Report every line of the entries that contains the word "Vimal".

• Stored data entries
· · · ·
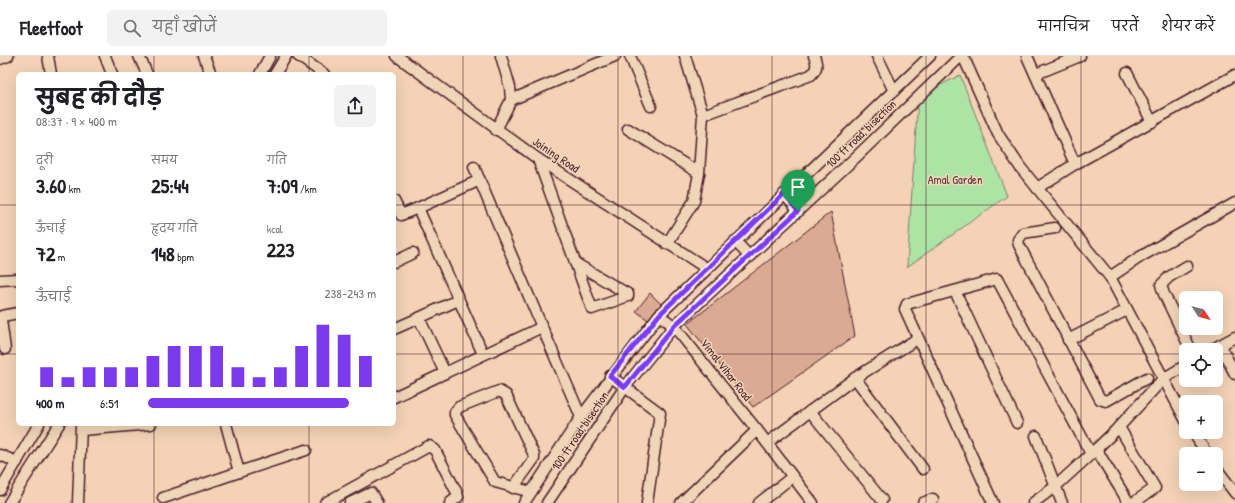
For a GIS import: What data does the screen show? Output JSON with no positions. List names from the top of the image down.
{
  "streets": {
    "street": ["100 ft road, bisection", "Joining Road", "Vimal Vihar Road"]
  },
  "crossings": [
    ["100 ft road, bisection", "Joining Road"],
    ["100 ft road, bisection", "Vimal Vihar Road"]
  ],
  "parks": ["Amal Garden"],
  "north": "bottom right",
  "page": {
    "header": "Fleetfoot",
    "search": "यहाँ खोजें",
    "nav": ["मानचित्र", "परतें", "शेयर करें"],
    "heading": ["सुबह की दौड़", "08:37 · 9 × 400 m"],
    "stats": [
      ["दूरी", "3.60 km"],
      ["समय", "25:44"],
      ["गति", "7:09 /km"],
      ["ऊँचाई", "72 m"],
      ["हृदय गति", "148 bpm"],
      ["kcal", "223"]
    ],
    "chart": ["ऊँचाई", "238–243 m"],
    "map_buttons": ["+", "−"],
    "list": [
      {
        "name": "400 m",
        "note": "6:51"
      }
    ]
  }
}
· · · ·
• OUTPUT OF THE EXERCISE
    "street": ["100 ft road, bisection", "Joining Road", "Vimal Vihar Road"]
    ["100 ft road, bisection", "Vimal Vihar Road"]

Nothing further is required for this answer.